Это привело меня в некоторое замешательство, так как заранее я не подумал, о чем буду говорить, и потому несколько секунд молчал. Но все же, в конце концов набравшись духу, сказал, что хотел бы поговорить с Иваном Ивановичем Горбуновым-Посадовым.
— А это я и есть, — послышалось в трубке. — Что вам угодно?
Я сбивчиво и быстро, боясь, как бы меня не оборвали, начал объяснять, кто я такой, откуда приехал. Не позабыл я сказать и о том, что еще осенью посылал свои стихи в издательство «Посредник». Я считал главным сказать именно об этом, так как был уверен, что Горбунов-Посадов лично читает все, что присылают в «Посредник», и, конечно, помнит всех, кто хоть раз в жизни посылал свои стихи на его имя. Поэтому, думал я, и меня он помнит и примет, что называется, с распростертыми объятиями.
Однако Иван Иванович довольно холодно спросил:
— У вас есть какое-нибудь дело ко мне?
— Да, есть! — оживился я. — Я хотел бы прийти к вам и поговорить с вами.
— Ну что ж, приходите! — согласился Горбунов-Посадов и даже назначил мне день и час, когда я могу прийти.

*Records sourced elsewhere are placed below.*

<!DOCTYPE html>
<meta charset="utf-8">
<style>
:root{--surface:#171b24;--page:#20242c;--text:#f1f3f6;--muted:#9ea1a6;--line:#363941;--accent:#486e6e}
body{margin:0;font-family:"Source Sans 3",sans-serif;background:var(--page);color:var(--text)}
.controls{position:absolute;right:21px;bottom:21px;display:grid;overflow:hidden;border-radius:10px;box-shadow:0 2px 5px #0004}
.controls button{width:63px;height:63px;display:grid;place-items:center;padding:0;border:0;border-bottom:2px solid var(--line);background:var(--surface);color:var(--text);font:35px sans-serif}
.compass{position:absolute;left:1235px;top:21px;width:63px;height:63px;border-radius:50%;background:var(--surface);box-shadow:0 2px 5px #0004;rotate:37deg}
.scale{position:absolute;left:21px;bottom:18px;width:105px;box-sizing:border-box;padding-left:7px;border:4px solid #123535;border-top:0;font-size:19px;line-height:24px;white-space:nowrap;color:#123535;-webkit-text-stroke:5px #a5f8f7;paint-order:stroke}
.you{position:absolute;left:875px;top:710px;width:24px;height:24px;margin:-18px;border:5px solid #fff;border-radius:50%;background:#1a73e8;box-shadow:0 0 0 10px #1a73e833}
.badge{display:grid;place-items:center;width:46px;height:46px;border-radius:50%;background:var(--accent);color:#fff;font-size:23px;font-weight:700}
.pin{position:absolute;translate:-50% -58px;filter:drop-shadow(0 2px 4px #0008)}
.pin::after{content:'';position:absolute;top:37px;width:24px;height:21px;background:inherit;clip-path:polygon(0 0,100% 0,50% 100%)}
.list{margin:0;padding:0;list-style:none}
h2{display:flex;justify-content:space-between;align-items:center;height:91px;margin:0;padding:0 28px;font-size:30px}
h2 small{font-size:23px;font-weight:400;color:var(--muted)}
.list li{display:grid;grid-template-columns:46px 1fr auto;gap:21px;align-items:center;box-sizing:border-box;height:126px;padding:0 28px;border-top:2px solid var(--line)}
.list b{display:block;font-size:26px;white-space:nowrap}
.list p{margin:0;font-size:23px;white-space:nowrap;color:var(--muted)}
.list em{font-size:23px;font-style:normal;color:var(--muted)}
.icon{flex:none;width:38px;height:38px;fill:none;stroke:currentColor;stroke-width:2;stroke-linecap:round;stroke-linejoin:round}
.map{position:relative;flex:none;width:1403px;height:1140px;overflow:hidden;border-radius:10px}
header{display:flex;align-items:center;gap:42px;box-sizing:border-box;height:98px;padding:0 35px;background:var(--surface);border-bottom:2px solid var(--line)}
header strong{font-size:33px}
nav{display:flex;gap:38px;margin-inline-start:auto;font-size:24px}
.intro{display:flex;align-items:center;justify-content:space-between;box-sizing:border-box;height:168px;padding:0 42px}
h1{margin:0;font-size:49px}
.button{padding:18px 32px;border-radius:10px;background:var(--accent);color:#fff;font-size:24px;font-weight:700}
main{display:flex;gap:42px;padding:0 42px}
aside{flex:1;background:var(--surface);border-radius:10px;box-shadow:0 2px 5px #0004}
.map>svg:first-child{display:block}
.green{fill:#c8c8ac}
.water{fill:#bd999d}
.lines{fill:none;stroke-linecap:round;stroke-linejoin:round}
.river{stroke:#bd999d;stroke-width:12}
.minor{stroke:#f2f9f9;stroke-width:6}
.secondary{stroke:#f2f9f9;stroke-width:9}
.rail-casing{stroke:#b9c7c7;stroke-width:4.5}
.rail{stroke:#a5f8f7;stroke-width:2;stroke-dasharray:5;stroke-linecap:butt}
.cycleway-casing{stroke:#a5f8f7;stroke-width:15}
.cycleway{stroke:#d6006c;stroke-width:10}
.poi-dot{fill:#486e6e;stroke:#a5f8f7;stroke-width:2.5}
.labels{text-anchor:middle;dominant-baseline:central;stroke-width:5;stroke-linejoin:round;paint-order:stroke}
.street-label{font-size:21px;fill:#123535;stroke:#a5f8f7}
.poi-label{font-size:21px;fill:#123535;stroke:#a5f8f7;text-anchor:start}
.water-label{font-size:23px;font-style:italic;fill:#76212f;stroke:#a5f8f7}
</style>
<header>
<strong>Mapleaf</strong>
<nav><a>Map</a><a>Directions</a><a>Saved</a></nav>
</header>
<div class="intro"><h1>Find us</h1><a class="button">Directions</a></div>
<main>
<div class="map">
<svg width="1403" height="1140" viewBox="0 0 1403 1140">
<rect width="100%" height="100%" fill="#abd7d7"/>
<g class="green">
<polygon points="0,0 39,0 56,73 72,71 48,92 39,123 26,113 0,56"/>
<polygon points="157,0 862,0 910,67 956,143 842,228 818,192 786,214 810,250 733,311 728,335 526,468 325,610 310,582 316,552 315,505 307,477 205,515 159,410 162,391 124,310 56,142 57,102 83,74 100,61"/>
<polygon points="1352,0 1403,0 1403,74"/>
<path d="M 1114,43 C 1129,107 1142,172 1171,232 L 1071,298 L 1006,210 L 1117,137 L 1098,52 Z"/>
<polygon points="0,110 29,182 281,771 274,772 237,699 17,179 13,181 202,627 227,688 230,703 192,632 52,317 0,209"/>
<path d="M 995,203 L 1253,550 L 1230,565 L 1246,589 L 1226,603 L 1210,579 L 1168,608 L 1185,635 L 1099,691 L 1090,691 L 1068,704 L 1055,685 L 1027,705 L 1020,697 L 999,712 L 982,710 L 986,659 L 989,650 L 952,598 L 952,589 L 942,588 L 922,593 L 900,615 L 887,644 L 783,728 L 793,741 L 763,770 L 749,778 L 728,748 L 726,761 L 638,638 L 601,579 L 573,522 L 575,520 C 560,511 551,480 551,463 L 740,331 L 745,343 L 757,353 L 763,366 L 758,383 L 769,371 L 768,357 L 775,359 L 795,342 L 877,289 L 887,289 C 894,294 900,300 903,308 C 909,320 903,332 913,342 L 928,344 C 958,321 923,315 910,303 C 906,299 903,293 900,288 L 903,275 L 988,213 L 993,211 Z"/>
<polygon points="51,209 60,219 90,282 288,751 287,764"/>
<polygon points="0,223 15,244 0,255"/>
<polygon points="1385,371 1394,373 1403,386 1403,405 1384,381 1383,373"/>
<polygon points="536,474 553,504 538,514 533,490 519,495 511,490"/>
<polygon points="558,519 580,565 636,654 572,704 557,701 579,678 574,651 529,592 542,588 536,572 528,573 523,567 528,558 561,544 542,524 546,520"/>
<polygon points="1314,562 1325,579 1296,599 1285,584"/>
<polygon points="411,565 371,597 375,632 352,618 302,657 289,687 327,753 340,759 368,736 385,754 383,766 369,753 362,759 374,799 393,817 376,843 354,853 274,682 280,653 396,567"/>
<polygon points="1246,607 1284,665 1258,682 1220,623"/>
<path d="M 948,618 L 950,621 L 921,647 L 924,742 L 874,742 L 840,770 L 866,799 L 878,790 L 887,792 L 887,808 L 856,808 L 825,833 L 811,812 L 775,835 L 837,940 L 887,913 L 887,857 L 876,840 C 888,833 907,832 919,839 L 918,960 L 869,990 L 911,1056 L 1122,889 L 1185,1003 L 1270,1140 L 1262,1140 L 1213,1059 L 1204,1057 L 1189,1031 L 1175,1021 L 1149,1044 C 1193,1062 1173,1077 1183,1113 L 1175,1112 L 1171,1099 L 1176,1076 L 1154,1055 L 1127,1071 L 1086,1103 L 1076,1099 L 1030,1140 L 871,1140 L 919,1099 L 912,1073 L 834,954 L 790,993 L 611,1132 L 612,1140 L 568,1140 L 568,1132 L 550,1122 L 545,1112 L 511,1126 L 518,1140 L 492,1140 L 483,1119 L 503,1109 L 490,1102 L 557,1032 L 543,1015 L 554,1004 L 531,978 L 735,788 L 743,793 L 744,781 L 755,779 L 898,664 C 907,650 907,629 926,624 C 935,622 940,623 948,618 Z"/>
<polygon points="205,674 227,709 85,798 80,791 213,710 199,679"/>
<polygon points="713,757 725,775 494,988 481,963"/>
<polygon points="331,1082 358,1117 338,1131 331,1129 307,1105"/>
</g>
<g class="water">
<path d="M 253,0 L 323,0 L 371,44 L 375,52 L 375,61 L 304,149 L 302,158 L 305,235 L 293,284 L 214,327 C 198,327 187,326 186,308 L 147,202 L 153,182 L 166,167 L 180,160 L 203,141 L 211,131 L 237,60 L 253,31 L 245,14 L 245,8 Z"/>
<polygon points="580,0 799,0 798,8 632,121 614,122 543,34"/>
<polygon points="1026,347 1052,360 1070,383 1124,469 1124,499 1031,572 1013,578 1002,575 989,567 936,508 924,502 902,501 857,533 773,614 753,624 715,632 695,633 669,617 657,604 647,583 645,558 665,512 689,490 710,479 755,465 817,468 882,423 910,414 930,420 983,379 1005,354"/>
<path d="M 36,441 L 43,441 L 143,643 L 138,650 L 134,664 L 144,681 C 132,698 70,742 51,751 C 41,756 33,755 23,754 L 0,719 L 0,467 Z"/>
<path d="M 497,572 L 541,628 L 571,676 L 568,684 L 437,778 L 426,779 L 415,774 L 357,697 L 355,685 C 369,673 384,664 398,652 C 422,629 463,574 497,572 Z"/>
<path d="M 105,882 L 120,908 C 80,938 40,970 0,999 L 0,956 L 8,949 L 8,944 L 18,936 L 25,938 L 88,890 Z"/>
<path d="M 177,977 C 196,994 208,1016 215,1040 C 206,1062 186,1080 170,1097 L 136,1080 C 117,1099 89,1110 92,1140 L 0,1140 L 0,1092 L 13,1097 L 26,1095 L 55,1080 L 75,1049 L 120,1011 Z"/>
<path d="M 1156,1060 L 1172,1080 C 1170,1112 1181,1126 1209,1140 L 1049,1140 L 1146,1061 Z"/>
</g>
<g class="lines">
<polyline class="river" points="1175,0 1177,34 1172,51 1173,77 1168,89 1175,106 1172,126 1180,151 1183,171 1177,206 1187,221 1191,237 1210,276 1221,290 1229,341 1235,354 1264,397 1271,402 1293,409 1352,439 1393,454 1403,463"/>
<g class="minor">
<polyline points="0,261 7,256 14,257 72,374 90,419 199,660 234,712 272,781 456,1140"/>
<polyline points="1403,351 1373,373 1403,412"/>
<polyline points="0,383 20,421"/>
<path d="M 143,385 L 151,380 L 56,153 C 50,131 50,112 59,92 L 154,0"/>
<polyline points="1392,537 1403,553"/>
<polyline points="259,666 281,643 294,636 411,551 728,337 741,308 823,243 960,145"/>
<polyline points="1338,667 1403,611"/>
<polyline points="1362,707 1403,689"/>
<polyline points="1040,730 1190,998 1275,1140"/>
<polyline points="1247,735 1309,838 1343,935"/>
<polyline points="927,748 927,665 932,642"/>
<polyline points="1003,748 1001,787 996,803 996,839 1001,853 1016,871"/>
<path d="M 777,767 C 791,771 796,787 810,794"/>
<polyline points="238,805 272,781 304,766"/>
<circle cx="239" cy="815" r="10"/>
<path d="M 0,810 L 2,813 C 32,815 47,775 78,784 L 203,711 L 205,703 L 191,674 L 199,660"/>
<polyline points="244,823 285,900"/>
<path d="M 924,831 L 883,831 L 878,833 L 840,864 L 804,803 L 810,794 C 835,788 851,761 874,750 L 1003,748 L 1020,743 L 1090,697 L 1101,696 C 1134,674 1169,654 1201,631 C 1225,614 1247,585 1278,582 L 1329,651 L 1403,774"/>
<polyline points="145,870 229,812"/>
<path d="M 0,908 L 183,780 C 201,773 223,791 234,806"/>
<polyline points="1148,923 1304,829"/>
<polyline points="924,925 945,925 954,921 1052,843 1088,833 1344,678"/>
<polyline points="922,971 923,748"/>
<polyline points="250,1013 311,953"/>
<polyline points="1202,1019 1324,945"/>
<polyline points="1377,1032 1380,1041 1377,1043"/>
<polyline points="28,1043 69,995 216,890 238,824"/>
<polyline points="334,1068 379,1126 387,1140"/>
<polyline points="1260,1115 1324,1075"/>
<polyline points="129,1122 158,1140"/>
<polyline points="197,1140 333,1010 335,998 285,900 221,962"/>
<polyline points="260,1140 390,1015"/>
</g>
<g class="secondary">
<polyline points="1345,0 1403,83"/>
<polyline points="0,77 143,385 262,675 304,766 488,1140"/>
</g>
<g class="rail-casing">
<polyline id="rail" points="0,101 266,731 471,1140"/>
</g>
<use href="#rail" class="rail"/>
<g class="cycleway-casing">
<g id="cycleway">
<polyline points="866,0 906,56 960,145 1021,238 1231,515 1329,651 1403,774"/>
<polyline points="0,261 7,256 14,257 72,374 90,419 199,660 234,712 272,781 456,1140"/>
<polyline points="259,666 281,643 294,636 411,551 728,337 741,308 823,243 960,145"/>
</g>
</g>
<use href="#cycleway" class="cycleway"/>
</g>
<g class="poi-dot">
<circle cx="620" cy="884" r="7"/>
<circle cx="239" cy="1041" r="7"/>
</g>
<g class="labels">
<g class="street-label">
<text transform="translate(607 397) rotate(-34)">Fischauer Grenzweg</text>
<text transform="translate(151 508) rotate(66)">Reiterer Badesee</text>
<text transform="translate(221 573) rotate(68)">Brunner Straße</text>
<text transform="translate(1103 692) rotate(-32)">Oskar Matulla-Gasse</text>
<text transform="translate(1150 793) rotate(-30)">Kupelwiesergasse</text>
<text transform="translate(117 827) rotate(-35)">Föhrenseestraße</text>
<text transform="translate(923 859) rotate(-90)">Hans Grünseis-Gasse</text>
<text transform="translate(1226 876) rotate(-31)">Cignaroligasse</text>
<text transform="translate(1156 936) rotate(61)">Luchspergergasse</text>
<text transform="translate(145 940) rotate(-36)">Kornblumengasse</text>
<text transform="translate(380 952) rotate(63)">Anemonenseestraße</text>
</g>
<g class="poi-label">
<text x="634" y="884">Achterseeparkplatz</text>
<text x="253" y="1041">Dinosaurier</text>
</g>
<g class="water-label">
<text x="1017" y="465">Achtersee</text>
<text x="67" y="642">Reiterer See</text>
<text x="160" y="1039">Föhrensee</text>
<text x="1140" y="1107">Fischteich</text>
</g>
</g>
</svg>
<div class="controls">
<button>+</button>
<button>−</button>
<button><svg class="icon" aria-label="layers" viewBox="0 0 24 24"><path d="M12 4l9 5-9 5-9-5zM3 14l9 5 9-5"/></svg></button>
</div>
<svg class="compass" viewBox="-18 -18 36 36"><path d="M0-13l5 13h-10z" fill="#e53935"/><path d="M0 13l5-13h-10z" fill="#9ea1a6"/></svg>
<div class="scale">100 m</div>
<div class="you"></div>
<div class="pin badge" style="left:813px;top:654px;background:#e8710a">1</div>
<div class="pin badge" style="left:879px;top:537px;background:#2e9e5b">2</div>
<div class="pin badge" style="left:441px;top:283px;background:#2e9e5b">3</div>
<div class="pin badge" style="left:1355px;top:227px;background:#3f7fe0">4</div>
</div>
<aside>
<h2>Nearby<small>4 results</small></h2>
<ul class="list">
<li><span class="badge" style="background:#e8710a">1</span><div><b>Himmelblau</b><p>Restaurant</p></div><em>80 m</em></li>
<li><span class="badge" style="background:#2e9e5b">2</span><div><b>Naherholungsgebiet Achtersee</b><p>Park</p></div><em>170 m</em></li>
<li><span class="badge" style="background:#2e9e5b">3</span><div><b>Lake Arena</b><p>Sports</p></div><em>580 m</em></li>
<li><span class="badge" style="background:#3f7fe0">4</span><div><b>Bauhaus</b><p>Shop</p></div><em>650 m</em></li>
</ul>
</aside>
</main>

Но я, разумеется, и не думал идти к нему (ведь говорить с ним было не о чем, и мне стало стыдно за свой нелепый телефонный звонок, за свою глупую затею).
Но если мне не удалось увидеться с главой издательства «Посредник», то все же, и притом нежданно-негаданно, удалось побывать в книжном магазине издательства. И это в известной мере явилось для меня как бы компенсацией.
М. И. Погодин решил подарить мне небольшую библиотечку. Для этого уже перед самым отъездом из Москвы он вместе со мной послал в магазин издательства «Посредник» своего человека, под руководством которого я должен был отобрать нужные мне книги.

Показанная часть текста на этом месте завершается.